Die Tasmanier wurden bereits während der Kolonialzeit fast vollständig ausgerottet, und die tasmanischen Sprachen starben aus, noch bevor von ihnen wesentliche Aufzeichnungen gemacht werden konnten. Die Bevölkerung Tasmaniens war seit der letzten Eiszeit vom Festland abgeschnitten und anscheinend über 10.000 Jahre ohne jeden Kontakt zur übrigen Welt. Man weiß zu wenig, um ihre Sprachen eindeutig klassifizieren zu können, jedoch hat es den Anschein, dass sie einige phonologische Ähnlichkeiten mit den Sprachen des Festlands aufwiesen.

Hypothetische Makrofamilien der Welt nach Joseph Greenberg und Anderen. Diese Zusammenfassungen werden jedoch von den meisten Linguisten nicht akzeptiert.
  • Die australische Makrofamilie ist rosa dargestellt
  • Anzahl der Sprachen

    Es ist umstritten, wie viele Sprachen in Australien vor Ankunft der Europäer gesprochen wurden. Die Zahlen schwanken zwischen 200 und 300. Man einigt sich jedoch meist auf 250.[1] Für die schwankenden Angaben gibt es vor allem zwei Gründe:

    • Es ist oft schwierig zwischen Sprache und Dialekt zu unterscheiden. Das wichtigste Unterscheidungskriterium – gegenseitiges Verständnis – ist oft nicht anwendbar, da Mehrsprachigkeit in Australien weit verbreitet ist. Viele Aborigines sprechen die Sprachen der umliegenden Stämme.
    • Weiterhin sind nicht alle Sprachen ausreichend dokumentiert worden, um zu entscheiden, ob sie ein Dialekt oder eine eigene Sprache sind. Die Aussagen der Aborigines selbst dazu sind wissenschaftlich nicht verwendbar. Meist empfinden sie die Klassifizierung Dialekt als Herabwürdigung ihrer eigenen Sprache.

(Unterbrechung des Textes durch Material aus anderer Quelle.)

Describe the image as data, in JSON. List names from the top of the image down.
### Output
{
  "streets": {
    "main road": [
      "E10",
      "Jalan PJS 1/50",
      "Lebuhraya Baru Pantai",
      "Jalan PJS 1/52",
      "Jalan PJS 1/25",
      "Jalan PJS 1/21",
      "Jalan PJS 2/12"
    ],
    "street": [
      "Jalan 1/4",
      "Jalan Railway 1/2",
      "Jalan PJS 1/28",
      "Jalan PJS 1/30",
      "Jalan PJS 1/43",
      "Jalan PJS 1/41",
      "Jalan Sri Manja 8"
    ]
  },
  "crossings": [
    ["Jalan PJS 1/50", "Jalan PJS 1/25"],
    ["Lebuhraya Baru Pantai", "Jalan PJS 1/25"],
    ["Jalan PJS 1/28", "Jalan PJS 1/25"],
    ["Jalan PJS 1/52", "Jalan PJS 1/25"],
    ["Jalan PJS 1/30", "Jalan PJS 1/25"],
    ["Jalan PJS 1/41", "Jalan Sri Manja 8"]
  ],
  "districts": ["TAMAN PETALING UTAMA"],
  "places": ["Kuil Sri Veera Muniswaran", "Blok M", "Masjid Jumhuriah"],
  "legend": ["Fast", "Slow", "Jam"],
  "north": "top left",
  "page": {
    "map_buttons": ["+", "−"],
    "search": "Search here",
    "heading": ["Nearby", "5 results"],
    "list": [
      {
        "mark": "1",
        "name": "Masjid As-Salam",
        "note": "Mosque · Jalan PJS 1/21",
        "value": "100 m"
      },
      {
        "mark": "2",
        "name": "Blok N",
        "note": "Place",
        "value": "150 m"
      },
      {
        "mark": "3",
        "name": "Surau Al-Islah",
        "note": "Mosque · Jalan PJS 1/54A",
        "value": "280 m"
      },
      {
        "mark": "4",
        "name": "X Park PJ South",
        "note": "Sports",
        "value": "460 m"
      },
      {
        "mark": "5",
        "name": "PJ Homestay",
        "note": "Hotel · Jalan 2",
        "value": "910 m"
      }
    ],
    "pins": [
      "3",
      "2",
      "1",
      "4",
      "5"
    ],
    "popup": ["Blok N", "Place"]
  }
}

    Das Australian Bureau of Statistics erfasst alle Sprachen mit mehr als 3 Sprechern und zählte 2005 170 australische Sprachen.[2]

    Aktueller Stand

    Nach R. M. W. Dixons Standardwerk 2002 gab es in Australien zur Zeit der Ankunft der Europäer 250 Einzelsprachen. Die Hälfte davon seien inzwischen ausgestorben. Nur 20 Sprachen werden heute noch aktiv an Kinder weitergegeben. Dies ist weitgehend die Folge der Sprachpolitik früherer australischer Regierungen, die sich bemühten, Kultur und Sprachen der Aborigines auszurotten, was mit Strafmaßnahmen, Zwangsumsiedlungen oder Sterilisation verfolgt wurde. Von 1900 bis 1972 wurden außerdem mindestens 35.000 Kinder, die „Stolen Generation“, aus ihren Familien gerissen und in Heime kirchlicher oder anderer „Wohlfahrts“organisationen verschleppt.

    Die verbleibenden etwa 100 Sprachen haben nur Sprecher mittleren bzw. hohen Alters, sodass von diesen Sprachen laufend weitere verschwinden werden. Die Studie von McConvell, Patrick & Nicholas Thierberger von 2001[3] folgert, dass – bei anhaltender Entwicklung – im Jahr 2050 alle australischen Sprachen ausgestorben sein werden. Sie meinen, dass nur zwei oder drei der starken Sprachen – zum Beispiel Warlpiri, Pitjantjatjara, Arrernte – vielleicht noch ein oder zwei Generationen länger überleben werden.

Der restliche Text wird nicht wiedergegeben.